Le 24 mars 2009, la SA Caisse d’Epargne a notifié aux époux X une notification d’accord de prêt.
La demande de caution des époux X a été refusée par la SACCEF, organisme caution, au motif que Monsieur X était alors gérant d’une société en liquidation judiciaire.
Par acte d’huissier du 20 mai 2009, les époux X, poursuivant l’exécution forcée du prêt qui leur aurait été consenti par la SA Caisse d’Epargne, ont assigné cet établissement bancaire devant le Juge des référés du tribunal de grande instance de Toulouse, aux fins de déblocage des fonds à hauteur de 132.600 euros.
Par ordonnance du 17 août 2009, le Juge des référés a débouté les époux X de l’ensemble de leurs demandes et les a condamnés aux entiers dépens ainsi qu’à 500 € au titre de l’article 700 du code de procédure civile.

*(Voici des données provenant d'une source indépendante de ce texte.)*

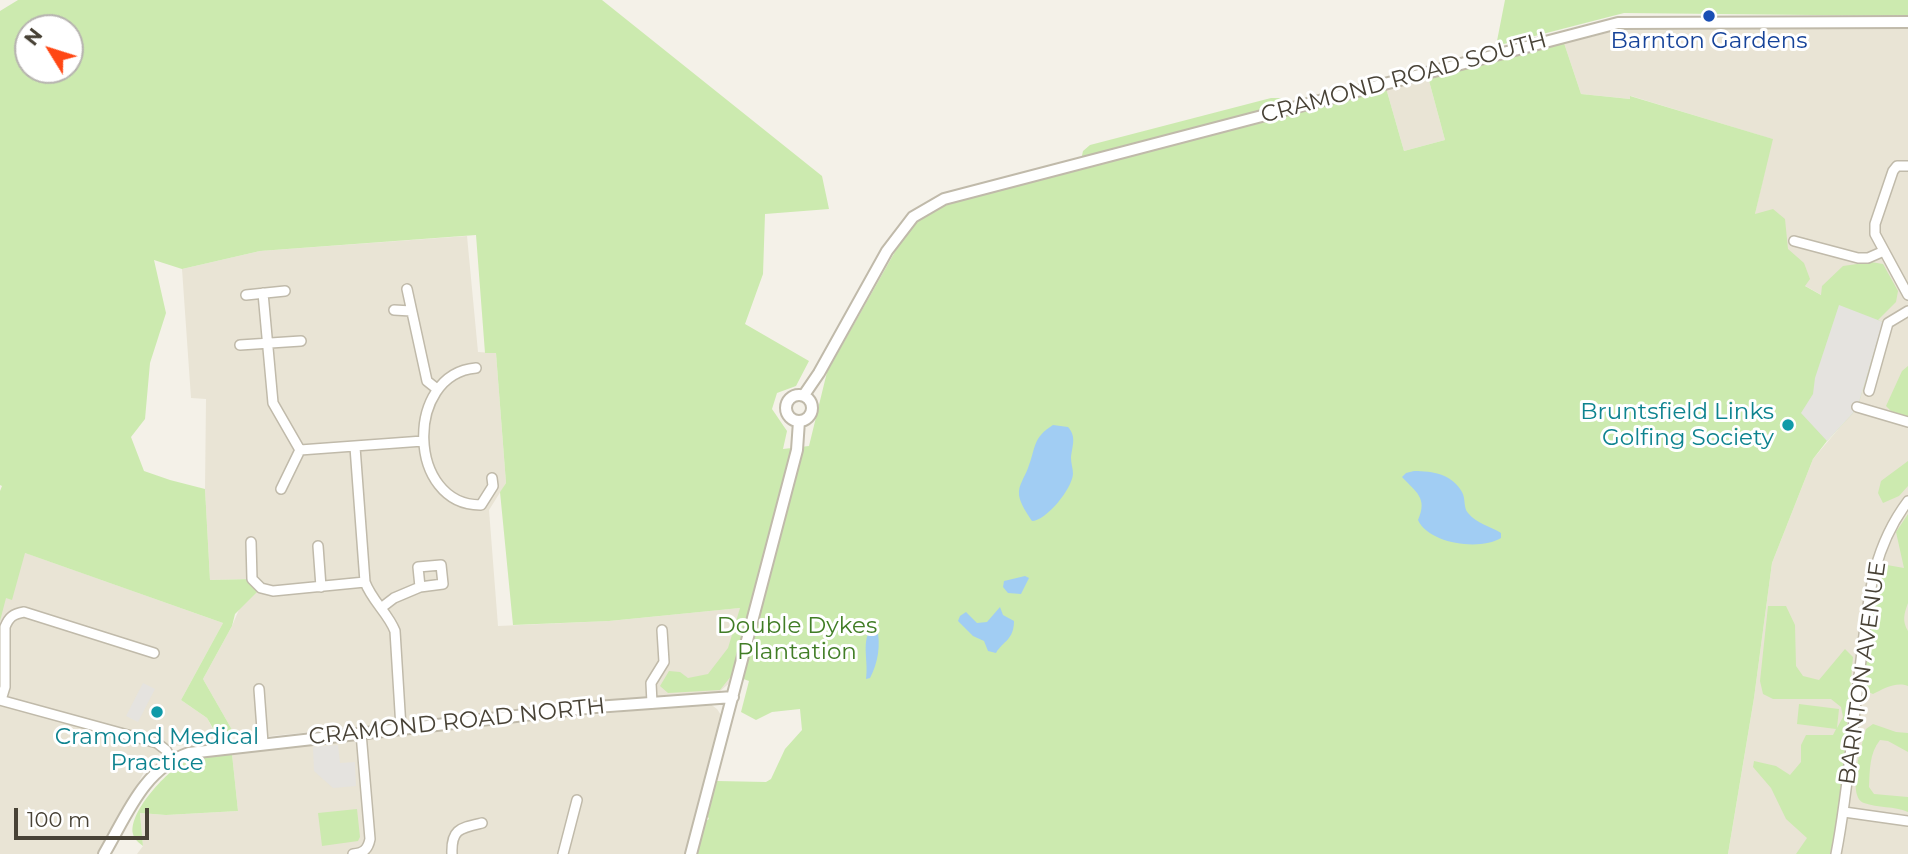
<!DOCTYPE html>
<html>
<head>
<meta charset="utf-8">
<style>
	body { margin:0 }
	#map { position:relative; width:1908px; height:854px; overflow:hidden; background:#f4f1e8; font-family:Montserrat,sans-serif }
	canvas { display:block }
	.north { position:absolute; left:14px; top:14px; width:70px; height:70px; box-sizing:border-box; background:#fff; border:2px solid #b6b3af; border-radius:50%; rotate:308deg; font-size:19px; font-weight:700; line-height:28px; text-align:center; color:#484236 }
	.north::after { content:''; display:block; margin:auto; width:24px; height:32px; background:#ff4714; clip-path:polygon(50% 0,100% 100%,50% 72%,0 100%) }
	.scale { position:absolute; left:14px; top:808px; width:135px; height:32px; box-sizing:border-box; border:4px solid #484236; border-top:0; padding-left:9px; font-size:21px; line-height:24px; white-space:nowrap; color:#484236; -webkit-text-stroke:5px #fff; paint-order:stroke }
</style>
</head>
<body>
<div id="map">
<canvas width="1908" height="854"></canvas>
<div class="north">N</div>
<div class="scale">100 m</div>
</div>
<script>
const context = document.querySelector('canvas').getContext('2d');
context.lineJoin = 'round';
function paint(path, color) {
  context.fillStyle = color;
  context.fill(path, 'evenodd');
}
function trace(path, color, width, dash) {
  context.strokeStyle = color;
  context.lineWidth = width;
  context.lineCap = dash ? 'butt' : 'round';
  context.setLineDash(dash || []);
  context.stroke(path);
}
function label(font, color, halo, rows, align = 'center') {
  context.font = font + ' Montserrat,sans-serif';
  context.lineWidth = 6;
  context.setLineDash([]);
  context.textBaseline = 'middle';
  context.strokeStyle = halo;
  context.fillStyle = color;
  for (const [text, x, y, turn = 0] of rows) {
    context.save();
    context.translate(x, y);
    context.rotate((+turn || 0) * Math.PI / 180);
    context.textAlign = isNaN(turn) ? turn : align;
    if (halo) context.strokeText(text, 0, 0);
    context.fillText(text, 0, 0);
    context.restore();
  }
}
const residential = new Path2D(`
	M1908 28V854H1728L1754 698 1772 563 1813 459 1857 407 1839 305 1772 267 1754 218 1772 139 1631 96V99L1581 94 1564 43 1619 30Z
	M1428 77 1445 140 1404 151 1386 88Z
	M467 236 478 352 496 353 506 483 489 510 498 626 609 621 750 607 732 681 719 692 240 739 235 735 203 679 232 626 252 579 210 580 205 489 206 399 191 398 182 269 260 251Z
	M0 544 223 623 181 700 207 718 219 741 175 746 0 694Z
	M0 702 155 746 160 750 159 758 144 772 99 854H0Z
	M709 703 717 709 721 715 685 854H137L143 846 140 813 166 815 238 811 232 754 234 752Z`);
const green = new Path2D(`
	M18 0H602L822 176 829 209 765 214 763 274 745 324 809 361 796 386 777 393 772 409 787 431 783 449 809 446 827 372 901 241 926 210 1080 165 1083 151 1090 145 1271 98H1281L1298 110 1386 88 1404 151 1445 140 1428 77 1564 43 1581 94 1630 99V96L1773 139 1755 214 1773 209 1785 219 1788 249 1804 263 1810 279 1805 286 1821 295 1822 286 1843 266 1871 262 1883 264 1898 291 1896 302 1878 320 1883 322 1859 402 1854 412 1827 441 1813 459 1772 563 1754 698 1728 854H696L704 822 709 819 707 815 717 781 766 782 771 779 785 749 802 730 800 709 772 712 756 720 741 712 749 681 732 675 720 690 668 693 660 686 669 671 680 672 688 678 708 674 728 648 740 608 609 621 513 625 500 492 506 483 496 353H485L476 235 260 251 182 269 154 260 166 313 150 363 145 419 131 437 144 471 170 480 205 489 210 580 252 579 261 588 235 614 232 626 203 679 235 735 218 737 207 718 181 700 223 623 25 553 12 600 6 598 0 621V491L2 486 0 485V11ZM28 28H70V70H28Z
	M1505 0H1908V16L1624 13 1496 46Z
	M1908 366V417L1891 411 1886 406 1902 371Z
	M1908 461V486L1899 496 1883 503 1878 493 1881 481Z
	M1908 514V603C1904 614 1902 621 1908 631V686C1896 681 1883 689 1873 694L1863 690 1862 677 1874 594 1887 565 1904 568 1896 532Z
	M1768 606H1786L1795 625 1796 666 1803 676 1819 680 1845 649 1853 657 1839 814 1830 854H1796L1807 838 1786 819 1771 788 1753 767 1754 761 1776 766 1790 775 1801 762V745L1806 735H1833L1836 729 1797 724 1799 704 1839 709 1837 728 1843 717 1841 707 1831 699H1773L1763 694 1760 681Z
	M1873 724 1896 732 1908 733V752L1888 741 1880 740C1869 754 1870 770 1869 787L1874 794 1908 797V812C1894 806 1878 808 1864 803 1846 796 1862 744 1866 729Z
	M232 754 238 811 166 815 140 813 143 846C139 843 134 839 133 834 128 812 169 768 188 761 201 756 218 756 232 754Z
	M357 809 360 837 358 841 322 846 318 813Z`);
const parking = new Path2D(`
	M1839 305 1883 322 1859 402 1854 412 1827 441 1801 413 1813 394 1815 378Z
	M143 683 155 689 138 722 126 716Z
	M338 745 340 763 355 762 356 786 333 788 314 771 313 747Z`);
const water = new Path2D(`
	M1053 425 1068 427C1077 437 1072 446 1071 458 1071 463 1073 469 1073 474 1072 489 1046 521 1032 521 1027 514 1020 503 1019 495 1018 485 1025 477 1028 468 1036 448 1032 438 1053 425Z
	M1414 471C1433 471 1452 474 1462 492 1466 499 1463 507 1468 513 1477 524 1490 526 1501 533V538C1480 551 1429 544 1418 520 1428 498 1416 492 1402 477L1406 473Z
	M1025 576 1029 578 1021 594 1008 593 1003 587 1004 581Z
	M1000 607 1003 615 1014 621C1014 640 1003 641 996 653L988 651 984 641 973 636 958 621 960 616 966 612 977 623 987 622Z
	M873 625 877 628C881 645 878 663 870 678L866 679C869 660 860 641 873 625Z`);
const minor = new Path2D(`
	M1908 166H1897L1893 171 1875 224V234L1908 295
	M1794 241 1858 258H1868L1884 251
	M407 289 427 381 437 389
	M263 293 273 403 300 450 281 489
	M246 295 285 291
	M394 310 411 311
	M240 345 301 341
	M476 368C404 374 407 506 481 505L493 486 492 478
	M1869 391 1888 323 1908 311
	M1857 407 1908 422
	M355 447 365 582C372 601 388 613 395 631L401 728
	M300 450 423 441
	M251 542 252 579 261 588 273 591 365 582
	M318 546 321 587
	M441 565 443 584 420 587 418 567Z
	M381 608 394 598 420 587
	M259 689 263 743
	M0 700 157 743 166 750 172 760
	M1 700 5 687V627C9 617 13 614 24 612L154 653
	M652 703 651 683 664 662 662 630
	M1844 812 1908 821
	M353 854C364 853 368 849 370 839L361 733
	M452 854C451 829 460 828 482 823
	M563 854 577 800
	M1836 854C1848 793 1852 730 1860 668 1868 606 1869 553 1908 501`);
const tertiary = new Path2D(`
	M786 408a13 13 0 1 1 26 0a13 13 0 1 1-26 0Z
	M804 395 819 373 887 251 913 217 944 199 1618 23 1908 22
	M104 854C127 815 143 769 189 753L596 707 733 697
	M691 854 797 450 799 421`);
const markers = [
	[1709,16,7,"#1a4fb4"],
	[1788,425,7,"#0f9aa8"],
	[157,712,7,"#0f9aa8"]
];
const transitNames = [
	["Barnton Gardens",1709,41]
];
const streetNames = [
	["CRAMOND ROAD SOUTH",1404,78,-15],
	["BARNTON AVENUE",1863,673,-82],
	["CRAMOND ROAD NORTH",457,722,-6]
];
const cultureNames = [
	["Bruntsfield Links",1774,412],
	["Golfing Society",1774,438],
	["Cramond Medical",157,737,"center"],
	["Practice",157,763,"center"]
];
const parkNames = [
	["Double Dykes",797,626],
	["Plantation",797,652]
];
paint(residential, '#e9e4d5');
paint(green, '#cceaaf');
paint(parking, '#e5e3df');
paint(water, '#a1cdf3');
trace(minor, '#c0baaa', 12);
trace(tertiary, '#c0baaa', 14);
trace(minor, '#fff', 9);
trace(tertiary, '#fff', 10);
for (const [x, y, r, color] of markers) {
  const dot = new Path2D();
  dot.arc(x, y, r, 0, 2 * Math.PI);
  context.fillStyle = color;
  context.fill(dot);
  trace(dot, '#fff', 2.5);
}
label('23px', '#164399', '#fff', transitNames);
label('23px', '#484236', '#fff', streetNames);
label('23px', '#0d838f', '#fff', cultureNames, 'right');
label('23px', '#417d26', '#fff', parkNames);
</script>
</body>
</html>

Par acte d’huissier du 1er juillet 2010, la Caisse d’Epargne a fait délivrer une assignation aux époux X devant le tribunal d’instance afin d’obtenir leur condamnation au paiement de la somme de 17.032,74 € au titre du prêt à la consommation qui aurait été accordé le 7 avril 2009, portant sur une somme de 15.150 euros, versée sur le compte des époux X le 14 avril 2009, suivant un taux d’intérêt de 7.38% (ou TEG 8.69%), remboursable après 84 mois.
Par acte d’huissier du 3 février 2011, les époux X ont assigné devant le tribunal de grande instance la SA Caisse d’Epargne aux fins de libération des fonds soit 132.160 € augmenté des intérêts au taux légal à compter de la mise en demeure du 9 avril 2009 et de nullité du prêt de 15.550 €.

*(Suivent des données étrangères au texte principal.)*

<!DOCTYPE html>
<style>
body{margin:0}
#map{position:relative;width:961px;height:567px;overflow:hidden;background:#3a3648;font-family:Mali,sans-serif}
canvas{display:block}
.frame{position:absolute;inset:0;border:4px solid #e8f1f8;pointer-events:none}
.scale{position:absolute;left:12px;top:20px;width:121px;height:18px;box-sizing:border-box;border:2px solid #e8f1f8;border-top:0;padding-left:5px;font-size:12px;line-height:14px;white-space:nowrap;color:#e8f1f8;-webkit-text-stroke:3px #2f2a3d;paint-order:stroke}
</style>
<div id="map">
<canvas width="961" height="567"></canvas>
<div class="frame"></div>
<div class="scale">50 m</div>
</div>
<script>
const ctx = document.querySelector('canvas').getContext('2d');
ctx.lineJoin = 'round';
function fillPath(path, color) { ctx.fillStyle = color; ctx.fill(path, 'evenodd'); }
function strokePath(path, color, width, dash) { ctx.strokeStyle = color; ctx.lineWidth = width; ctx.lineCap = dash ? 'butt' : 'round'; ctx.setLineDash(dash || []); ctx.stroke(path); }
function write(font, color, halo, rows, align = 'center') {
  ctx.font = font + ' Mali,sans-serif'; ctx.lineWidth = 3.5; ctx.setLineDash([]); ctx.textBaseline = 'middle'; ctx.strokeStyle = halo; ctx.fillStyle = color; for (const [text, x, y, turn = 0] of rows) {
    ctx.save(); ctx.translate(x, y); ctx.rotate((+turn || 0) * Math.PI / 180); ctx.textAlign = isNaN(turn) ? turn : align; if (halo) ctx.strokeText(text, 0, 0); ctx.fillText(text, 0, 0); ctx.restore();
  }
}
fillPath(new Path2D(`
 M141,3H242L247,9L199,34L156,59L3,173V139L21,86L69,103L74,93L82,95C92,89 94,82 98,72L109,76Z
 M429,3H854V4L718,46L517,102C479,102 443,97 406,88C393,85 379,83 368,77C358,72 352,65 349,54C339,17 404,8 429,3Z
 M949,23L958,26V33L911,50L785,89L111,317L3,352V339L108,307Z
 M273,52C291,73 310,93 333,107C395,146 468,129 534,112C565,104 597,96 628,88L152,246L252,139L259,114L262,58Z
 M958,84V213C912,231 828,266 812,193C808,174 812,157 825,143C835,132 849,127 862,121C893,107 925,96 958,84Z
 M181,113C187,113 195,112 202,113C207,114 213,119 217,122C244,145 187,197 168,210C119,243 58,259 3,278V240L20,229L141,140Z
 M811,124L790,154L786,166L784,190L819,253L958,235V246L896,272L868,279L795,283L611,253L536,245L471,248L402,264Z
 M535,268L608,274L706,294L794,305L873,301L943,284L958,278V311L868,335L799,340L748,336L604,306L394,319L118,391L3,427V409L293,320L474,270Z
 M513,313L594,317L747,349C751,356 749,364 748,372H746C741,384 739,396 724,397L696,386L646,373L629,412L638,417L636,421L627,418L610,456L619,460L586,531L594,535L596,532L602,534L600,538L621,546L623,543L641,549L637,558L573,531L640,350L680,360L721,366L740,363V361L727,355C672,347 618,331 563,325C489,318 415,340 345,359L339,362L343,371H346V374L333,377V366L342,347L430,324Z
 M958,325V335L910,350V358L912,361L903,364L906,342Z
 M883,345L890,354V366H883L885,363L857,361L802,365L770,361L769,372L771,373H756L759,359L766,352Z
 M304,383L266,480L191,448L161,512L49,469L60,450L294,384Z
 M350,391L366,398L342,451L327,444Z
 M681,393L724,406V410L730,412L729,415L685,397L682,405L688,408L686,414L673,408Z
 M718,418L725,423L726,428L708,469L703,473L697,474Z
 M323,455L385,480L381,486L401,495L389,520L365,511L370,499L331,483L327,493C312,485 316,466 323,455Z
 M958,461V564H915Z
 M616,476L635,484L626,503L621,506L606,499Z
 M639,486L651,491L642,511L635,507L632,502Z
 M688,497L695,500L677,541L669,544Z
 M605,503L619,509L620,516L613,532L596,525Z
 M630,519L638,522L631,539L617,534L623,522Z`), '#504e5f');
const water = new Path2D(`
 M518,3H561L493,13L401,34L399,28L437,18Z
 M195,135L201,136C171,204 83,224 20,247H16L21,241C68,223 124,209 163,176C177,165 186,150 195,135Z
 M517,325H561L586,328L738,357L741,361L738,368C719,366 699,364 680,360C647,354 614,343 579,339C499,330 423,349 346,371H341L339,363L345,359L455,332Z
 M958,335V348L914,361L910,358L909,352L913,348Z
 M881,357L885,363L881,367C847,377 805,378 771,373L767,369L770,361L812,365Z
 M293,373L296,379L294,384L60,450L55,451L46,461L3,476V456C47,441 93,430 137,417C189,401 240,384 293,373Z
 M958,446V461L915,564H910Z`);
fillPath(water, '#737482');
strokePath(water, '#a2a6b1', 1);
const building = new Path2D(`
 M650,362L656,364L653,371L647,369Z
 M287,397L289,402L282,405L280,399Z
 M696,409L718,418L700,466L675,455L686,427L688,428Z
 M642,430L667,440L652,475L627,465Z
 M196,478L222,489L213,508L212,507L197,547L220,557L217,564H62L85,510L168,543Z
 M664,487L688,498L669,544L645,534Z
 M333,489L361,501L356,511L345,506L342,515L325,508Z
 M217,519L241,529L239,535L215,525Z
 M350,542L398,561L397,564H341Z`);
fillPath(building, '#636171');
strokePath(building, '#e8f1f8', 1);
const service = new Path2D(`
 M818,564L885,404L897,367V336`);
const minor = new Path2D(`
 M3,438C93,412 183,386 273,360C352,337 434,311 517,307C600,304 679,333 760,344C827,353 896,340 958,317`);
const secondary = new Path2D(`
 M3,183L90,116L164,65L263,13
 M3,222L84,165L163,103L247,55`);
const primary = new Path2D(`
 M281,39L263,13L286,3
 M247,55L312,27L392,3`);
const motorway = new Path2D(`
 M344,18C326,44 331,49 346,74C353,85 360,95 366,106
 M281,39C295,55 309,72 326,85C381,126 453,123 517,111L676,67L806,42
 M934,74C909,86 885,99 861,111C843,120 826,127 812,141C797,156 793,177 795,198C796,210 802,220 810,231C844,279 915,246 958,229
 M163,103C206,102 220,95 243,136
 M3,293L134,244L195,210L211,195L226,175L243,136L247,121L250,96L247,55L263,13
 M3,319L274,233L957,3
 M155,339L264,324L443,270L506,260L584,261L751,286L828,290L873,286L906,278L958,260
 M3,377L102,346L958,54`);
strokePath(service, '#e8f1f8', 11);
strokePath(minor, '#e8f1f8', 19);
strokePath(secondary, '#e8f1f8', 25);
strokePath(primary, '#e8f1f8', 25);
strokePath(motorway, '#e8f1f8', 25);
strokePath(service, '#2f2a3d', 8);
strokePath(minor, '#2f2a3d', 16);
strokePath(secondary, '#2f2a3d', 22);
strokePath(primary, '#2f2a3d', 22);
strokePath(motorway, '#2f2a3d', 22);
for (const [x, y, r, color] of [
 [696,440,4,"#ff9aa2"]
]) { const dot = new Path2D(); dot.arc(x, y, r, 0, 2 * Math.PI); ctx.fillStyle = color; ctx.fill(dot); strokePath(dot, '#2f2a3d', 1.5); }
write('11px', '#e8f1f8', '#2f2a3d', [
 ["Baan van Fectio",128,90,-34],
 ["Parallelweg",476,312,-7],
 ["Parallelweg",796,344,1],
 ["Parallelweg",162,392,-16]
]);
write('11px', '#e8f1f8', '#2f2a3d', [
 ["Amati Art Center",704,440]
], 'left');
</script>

Suivant jugement en date du 25 octobre 2011, le tribunal d’instance a constaté la connexité et renvoyé le dossier devant le tribunal de grande instance.
Par jugement du 1er juillet 2013, le tribunal de grande instance de Toulouse a :
— débouté les époux X de leurs demande;
— leur enjoint de payer à la Caisse d’Epargne et de Prévoyance Midi Pyrénées une somme de 2.500 euros sur le fondement de l’article 700 du code de procédure civile;
— les condamne aux dépens.
Par jugement du 13 mai 2014, le tribunal de grande instance de Toulouse a :
— complété le jugement du 01 juillet 2013 ; Le tribunal n’ayant pas statué sur une demande de la banque en paiement d’un solde dû au titre d’un prêt souscrit le 04 avril 2009.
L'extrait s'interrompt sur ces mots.